La laïcité prend des formes trop diverses en France pour que l’on puisse s’étonner qu’en dehors de nos frontières, elle se soit adaptée à d’autres spécificités nationales. Sur le continent africain, et d’abord dans sa partie subsaharienne, le rapport pluriséculaire à la religion est fort différent de celui qu’a connu l’Europe latine avec, pour cette dernière et sur plus d’un millénaire, la présence d’un catholicisme très cohérent, soumis à une autorité extérieure, celle de la papauté et imposant une stratégie très centralisée de contrôle des esprits. En Afrique, des cultes ancestraux, très différents d’une ethnie à l’autre, répondant cependant à un certain nombre de principes communs, ont montré leur résilience et bénéficient d’une forte adhésion de toutes les populations3. Ils coexistent avec un islam et un christianisme venus de l’extérieur et qui présentent des particularismes adaptés à ce continent. Pour n’évoquer qu’un aspect, les deux religions du livre y prennent une forme plus tolérante avec une acceptation plus aisée des opinions dissidentes. Il nous semble qu’il y a là un acquis à préserver, en refusant que s’installe un intégrisme venu d’ailleurs, ni qu’il influence quelque communauté confessionnelle de ce soit (Chrétien, 1993).

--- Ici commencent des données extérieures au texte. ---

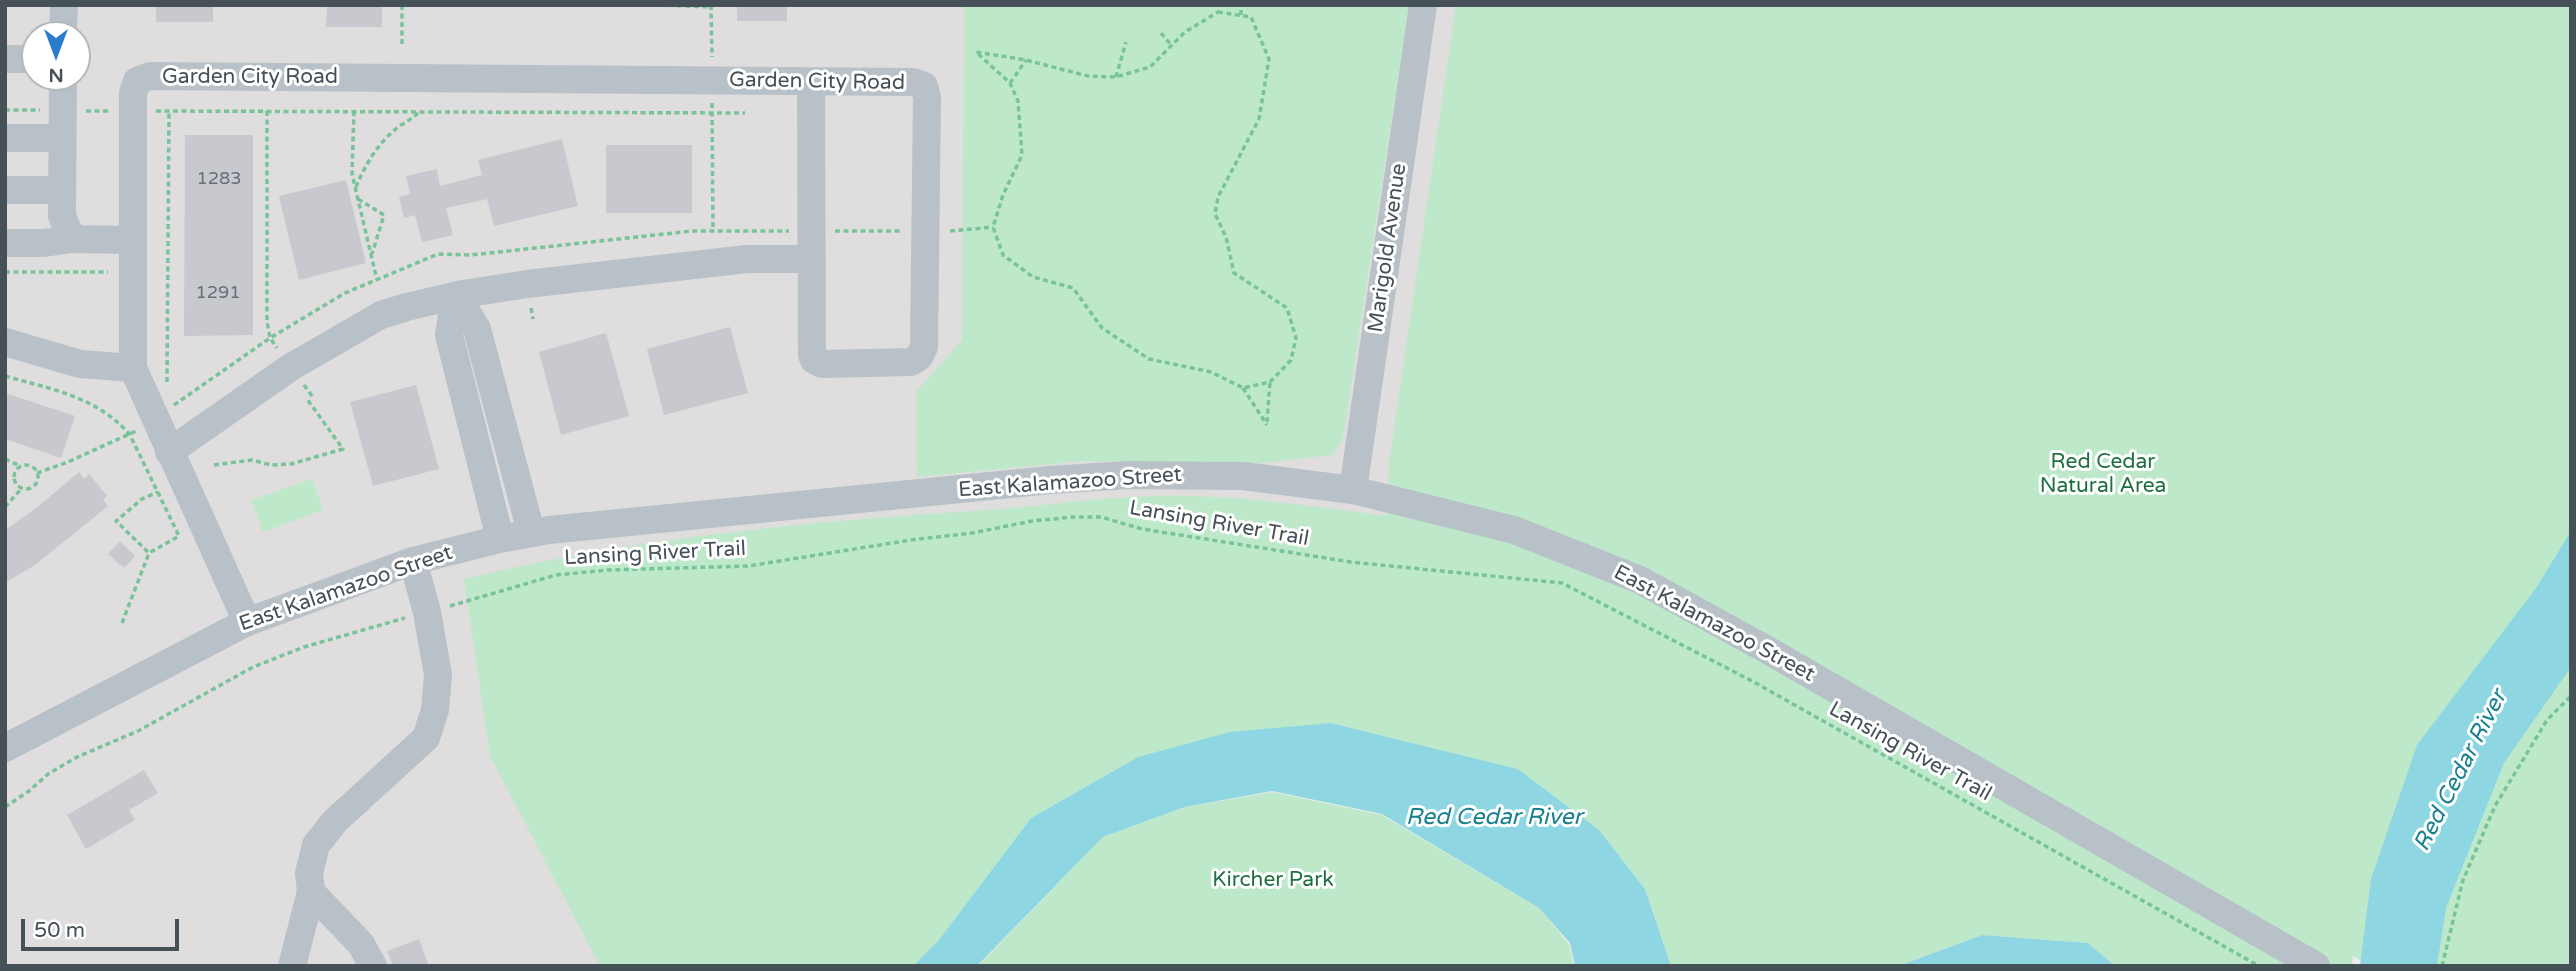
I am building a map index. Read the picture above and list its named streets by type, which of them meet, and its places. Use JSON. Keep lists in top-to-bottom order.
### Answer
{
  "streets": {
    "street": ["Garden City Road", "Marigold Avenue", "East Kalamazoo Street"],
    "path": ["Lansing River Trail"]
  },
  "crossings": [
    ["Garden City Road", "East Kalamazoo Street"],
    ["Marigold Avenue", "East Kalamazoo Street"]
  ],
  "water": ["Red Cedar River"],
  "parks": ["Red Cedar Natural Area", "Kircher Park"],
  "house_numbers": ["1283", "1291"],
  "scale_bar": "50 m",
  "north": "bottom"
}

L’appel à contributions qui a permis ce numéro sur « La laïcité dans l’espace francophone » évoque les avatars de cette notion dans notre pays et rappellent les critiques de théoriciens d’outre-Atlantique notamment, qui prônent « une laïcité plus ouverte et libérale que celle, prédominante, qui reposerait sur une perspective trop rigide et stato-centrée ». Il est vrai que, de ce point de vue, la laïcité à l’africaine peut être une source d’inspiration, tendant à favoriser la coexistence des cultes, s’élevant contre la tentation de fomenter des guerres de religion, ne reculant même pas devant certaines formes de syncrétisme religieux (Constantin et Coulon, 1997). L’appel à contributions traite aussi de la « nouvelle grille conceptuelle » à appliquer au débat qui se développe en France et dans l’espace francophone musulman autrefois colonisé. De ce point de vue aussi, la laïcité à la française, très hésitante entre la tradition d’indifférence à l’égard de tous les cultes et la tentative d’encourager une prise en compte de l’islam dans l’espace des valeurs républicaines, peut puiser des éléments de réflexion dans la laïcité à l’africaine.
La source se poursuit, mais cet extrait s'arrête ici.